My husband isn't in a hurry for me to change it since he says he knows women who've been married for decades and still have their maiden names in their SSNs.

And is it OK to go to the local SS office to file for a name change personally? Are there too many people there? I was told not long ago (here) it would be faster since they just scan the docs in. I'm planning to bring my green card and other IDs, marriage cert and certified translation plus the SS form.

I was asked to chime in here with my "expert" opinion, so here goes. The IRS matches the name on the tax filing against the SSN record, so you want those to match. No requirement to change the name on the SSN record after you get married as long as you work and file taxes using the maiden name.

Tips for Recently Married or Divorced Taxpayers:

http://www.irs.gov/newsroom/article/0,,id=105969,00.html

Not going to be much faster applying in person over mailing the SSN application. However, I wouldn't be sticking my immigration documents in the mail. What does a replacement Green Card cost now days

The green card and marriage certificate is normally all you need. If the SSA office needs a document translated, they will have it done.

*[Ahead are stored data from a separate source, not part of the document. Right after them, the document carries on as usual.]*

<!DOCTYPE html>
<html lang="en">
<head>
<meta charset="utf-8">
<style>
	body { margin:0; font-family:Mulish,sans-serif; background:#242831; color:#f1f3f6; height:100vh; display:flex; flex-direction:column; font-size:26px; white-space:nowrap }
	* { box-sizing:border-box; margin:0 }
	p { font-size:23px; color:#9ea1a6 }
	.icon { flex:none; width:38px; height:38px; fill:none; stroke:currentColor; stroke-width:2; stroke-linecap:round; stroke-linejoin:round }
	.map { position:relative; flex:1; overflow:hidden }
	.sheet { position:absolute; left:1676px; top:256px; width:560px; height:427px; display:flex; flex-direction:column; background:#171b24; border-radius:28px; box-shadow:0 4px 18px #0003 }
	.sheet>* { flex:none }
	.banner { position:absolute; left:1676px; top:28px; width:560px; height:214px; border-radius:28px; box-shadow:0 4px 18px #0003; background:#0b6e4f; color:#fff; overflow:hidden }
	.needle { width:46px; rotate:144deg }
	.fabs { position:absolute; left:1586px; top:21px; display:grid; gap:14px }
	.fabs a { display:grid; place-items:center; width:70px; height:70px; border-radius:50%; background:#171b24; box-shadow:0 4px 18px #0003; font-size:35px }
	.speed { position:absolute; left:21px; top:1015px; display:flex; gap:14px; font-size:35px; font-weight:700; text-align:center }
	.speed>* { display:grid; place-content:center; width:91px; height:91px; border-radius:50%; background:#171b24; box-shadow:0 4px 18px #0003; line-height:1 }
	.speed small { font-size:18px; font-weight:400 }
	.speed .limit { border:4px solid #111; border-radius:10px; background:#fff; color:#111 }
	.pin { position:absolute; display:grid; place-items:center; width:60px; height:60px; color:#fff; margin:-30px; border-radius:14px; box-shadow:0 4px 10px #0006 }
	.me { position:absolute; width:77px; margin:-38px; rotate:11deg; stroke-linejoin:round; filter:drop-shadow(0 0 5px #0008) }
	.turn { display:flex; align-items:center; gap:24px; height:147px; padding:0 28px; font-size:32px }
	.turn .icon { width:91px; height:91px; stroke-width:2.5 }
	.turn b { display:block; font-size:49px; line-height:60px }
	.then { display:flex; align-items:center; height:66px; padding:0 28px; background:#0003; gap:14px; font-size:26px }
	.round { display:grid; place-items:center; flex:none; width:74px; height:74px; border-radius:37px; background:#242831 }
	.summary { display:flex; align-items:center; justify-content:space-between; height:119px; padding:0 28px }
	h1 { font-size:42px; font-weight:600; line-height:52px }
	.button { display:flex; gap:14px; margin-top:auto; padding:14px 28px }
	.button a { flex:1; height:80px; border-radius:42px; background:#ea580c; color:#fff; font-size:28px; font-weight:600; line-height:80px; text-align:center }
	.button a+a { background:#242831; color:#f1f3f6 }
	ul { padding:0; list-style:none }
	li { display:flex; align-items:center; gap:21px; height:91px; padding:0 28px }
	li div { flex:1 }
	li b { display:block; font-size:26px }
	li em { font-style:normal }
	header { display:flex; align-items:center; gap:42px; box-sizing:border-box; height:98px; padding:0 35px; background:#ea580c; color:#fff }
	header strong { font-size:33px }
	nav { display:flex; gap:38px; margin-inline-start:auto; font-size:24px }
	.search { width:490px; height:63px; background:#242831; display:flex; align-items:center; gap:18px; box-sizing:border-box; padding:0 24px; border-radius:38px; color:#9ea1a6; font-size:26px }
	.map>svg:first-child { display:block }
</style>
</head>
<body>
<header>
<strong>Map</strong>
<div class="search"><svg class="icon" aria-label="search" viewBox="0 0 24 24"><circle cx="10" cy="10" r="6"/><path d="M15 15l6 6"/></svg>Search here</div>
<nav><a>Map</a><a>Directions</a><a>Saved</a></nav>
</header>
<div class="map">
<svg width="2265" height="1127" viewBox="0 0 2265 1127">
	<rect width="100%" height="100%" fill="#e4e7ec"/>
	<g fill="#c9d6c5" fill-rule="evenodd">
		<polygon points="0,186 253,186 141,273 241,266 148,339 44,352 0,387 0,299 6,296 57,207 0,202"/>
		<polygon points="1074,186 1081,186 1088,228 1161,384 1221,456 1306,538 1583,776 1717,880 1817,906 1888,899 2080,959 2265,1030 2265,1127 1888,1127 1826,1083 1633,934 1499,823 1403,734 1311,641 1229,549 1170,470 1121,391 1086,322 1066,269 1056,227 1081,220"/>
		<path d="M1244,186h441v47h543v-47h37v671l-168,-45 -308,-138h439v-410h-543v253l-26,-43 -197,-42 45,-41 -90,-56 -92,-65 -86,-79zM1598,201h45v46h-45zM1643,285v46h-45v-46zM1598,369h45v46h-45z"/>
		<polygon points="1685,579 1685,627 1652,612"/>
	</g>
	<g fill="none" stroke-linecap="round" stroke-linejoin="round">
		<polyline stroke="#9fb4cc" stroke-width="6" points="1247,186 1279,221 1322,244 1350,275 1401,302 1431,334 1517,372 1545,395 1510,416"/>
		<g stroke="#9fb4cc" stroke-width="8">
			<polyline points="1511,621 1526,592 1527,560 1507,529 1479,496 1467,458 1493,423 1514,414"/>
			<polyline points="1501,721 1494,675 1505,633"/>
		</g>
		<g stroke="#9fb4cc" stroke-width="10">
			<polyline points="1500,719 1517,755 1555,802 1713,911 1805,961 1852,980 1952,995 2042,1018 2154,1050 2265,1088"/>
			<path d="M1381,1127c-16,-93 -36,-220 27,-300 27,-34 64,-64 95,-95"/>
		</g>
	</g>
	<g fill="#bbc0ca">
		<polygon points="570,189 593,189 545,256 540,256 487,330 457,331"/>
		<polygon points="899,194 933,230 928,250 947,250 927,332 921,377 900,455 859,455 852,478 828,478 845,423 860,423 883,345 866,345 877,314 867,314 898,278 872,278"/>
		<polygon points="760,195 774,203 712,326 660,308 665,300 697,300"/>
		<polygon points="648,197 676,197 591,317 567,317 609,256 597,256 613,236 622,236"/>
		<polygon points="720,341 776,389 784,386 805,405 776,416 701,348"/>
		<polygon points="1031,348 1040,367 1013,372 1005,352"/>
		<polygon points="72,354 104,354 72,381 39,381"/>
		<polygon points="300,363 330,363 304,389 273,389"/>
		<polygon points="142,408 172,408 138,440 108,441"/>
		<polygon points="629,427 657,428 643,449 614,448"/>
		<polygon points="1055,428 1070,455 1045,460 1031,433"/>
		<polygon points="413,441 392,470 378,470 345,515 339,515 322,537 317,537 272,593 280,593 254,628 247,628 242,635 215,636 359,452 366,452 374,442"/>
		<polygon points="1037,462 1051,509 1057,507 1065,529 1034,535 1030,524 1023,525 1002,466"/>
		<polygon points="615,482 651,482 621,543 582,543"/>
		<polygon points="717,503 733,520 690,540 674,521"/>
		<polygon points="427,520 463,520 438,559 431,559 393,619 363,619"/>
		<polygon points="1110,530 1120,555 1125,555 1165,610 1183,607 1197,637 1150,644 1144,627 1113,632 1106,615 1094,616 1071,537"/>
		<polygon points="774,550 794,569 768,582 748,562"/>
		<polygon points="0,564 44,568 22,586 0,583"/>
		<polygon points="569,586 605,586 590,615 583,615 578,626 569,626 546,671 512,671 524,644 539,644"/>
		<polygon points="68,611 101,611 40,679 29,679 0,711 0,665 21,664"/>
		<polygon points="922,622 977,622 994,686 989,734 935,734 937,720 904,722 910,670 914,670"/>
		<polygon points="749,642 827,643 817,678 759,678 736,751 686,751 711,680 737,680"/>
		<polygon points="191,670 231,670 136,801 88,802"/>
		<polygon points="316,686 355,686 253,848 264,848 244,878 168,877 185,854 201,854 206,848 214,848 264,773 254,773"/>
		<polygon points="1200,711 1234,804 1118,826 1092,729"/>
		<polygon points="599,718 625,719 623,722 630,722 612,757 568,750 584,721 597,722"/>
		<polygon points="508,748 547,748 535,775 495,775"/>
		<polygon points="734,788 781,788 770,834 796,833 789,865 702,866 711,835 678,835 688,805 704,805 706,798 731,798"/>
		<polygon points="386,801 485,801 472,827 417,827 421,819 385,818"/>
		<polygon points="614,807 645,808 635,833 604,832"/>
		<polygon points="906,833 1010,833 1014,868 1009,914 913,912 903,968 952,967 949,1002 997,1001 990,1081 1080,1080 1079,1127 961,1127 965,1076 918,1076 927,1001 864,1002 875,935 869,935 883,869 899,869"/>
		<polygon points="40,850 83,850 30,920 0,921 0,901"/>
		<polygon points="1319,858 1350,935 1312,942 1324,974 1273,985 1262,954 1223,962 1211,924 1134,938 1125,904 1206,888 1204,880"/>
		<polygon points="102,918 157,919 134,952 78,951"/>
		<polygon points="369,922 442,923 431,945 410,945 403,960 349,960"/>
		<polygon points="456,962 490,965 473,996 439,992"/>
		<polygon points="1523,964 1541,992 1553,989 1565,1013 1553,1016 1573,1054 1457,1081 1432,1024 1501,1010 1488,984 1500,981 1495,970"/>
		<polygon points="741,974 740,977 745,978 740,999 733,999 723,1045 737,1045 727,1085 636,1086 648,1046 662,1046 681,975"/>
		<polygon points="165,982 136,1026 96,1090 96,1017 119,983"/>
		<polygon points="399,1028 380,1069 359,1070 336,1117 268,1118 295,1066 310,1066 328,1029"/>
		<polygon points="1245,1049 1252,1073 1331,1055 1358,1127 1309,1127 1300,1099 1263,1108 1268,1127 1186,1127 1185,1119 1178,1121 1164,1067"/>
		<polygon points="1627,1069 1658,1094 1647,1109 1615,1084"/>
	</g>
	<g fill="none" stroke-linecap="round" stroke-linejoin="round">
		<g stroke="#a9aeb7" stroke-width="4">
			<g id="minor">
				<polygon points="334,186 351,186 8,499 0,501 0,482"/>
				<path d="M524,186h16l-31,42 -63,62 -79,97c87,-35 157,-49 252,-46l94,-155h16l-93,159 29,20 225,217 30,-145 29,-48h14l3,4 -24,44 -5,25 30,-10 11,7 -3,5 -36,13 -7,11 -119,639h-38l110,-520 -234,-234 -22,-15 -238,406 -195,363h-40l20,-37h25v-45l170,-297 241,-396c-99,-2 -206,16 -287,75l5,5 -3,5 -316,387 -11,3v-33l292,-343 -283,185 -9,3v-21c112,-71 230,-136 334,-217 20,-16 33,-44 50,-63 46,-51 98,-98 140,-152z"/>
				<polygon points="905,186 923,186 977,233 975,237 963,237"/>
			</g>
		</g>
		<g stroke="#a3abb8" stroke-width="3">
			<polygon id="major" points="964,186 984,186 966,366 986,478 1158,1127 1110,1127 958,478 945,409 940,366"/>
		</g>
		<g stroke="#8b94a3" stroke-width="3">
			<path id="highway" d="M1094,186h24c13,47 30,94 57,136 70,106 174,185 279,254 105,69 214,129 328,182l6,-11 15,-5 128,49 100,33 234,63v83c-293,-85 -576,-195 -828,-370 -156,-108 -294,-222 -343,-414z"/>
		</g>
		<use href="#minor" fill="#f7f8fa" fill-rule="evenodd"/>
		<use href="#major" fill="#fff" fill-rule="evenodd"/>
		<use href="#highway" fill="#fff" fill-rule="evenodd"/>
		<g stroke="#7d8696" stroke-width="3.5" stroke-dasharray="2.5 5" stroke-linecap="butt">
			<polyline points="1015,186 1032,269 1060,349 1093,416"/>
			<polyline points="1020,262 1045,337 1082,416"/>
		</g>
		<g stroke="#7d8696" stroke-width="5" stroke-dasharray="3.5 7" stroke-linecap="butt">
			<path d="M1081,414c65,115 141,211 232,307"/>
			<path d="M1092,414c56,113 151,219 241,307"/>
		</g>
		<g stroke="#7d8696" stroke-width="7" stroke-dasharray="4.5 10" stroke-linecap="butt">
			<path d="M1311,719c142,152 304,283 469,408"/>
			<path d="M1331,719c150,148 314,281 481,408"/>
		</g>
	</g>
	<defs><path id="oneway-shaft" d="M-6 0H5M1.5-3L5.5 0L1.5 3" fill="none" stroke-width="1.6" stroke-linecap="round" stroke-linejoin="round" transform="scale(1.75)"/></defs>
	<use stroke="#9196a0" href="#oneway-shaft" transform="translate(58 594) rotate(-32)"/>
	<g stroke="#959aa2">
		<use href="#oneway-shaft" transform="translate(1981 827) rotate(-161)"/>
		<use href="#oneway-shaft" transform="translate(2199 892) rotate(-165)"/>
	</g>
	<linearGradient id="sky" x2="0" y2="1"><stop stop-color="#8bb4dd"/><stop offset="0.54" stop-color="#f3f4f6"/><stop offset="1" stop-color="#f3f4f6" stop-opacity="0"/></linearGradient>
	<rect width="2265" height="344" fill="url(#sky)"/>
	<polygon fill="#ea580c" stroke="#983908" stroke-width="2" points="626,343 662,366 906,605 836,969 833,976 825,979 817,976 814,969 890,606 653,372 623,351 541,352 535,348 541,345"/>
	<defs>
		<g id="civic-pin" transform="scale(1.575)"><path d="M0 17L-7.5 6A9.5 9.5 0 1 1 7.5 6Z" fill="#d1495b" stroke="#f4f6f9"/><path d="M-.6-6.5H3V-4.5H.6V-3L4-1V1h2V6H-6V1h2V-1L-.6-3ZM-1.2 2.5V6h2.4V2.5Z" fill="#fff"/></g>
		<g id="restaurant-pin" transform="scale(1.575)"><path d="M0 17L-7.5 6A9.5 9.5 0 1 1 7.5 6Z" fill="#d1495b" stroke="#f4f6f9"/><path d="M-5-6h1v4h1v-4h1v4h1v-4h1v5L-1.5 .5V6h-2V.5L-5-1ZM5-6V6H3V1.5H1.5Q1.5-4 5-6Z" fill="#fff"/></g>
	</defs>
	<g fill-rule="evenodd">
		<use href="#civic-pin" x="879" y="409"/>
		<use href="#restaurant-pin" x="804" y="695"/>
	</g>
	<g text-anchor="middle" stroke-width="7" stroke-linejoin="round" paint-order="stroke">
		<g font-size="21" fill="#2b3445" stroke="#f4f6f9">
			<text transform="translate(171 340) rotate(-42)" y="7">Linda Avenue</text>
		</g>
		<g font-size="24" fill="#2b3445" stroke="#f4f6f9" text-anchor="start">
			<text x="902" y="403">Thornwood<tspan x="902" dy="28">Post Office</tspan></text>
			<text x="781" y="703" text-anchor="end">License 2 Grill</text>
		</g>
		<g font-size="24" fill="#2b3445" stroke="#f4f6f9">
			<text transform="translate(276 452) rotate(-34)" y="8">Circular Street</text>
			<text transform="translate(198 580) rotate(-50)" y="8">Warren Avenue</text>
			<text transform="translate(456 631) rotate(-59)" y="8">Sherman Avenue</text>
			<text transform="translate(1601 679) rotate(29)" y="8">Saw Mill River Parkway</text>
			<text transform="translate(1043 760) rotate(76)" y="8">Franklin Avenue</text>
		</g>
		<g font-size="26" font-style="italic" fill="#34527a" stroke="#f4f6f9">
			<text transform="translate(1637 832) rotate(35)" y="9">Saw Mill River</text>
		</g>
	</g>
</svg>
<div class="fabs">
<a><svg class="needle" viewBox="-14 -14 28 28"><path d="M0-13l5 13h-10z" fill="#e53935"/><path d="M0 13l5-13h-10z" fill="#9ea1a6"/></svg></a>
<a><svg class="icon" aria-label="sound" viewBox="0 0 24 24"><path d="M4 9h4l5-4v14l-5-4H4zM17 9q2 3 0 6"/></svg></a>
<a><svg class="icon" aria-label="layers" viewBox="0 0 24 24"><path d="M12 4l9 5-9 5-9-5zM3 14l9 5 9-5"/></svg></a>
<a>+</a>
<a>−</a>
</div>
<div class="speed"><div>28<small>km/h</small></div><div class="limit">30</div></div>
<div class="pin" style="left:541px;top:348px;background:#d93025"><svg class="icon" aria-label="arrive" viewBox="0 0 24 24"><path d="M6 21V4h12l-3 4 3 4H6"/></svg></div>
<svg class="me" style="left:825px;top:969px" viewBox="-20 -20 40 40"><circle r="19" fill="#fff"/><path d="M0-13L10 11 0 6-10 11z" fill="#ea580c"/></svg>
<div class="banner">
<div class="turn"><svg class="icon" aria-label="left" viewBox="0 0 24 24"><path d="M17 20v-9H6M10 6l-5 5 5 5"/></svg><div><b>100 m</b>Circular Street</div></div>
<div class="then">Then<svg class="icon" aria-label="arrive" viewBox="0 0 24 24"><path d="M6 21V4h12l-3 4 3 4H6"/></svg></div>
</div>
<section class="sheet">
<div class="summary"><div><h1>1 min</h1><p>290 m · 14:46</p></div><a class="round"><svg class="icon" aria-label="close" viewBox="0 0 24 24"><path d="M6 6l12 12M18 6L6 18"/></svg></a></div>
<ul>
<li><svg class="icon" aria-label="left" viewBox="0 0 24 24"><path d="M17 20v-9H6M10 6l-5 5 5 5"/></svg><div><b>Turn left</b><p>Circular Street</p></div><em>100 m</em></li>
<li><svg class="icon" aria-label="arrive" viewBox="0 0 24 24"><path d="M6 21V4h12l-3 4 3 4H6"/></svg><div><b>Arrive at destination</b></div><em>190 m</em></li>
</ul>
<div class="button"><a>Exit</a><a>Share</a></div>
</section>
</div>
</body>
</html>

RM 00203.210 Changing Numident Name Data

https://secure.ssa.gov/apps10/poms.nsf/lnx/0100203210

C. Procedure - Immigration Document as Evidence of Legal Name

When issuing immigration documents, the Department of State and DHS issue them in the person’s legal name. The legal name is also generally the name in which the foreign passport was issued.

When an alien applies for an SSN card, presume the name on the immigration document is the legal name unless the applicant presents evidence of a legal name change (e.g., marriage) that occurred after the immigration document was issued.

In cases where an alien applies for a replacement SSN card and submits an immigration document showing a name that is different from the name on the prior Numident (SSN) record, accept the immigration document as evidence of the legal name. In these cases, the prior SSN card may have been issued in a name that was not the NH’s legal name.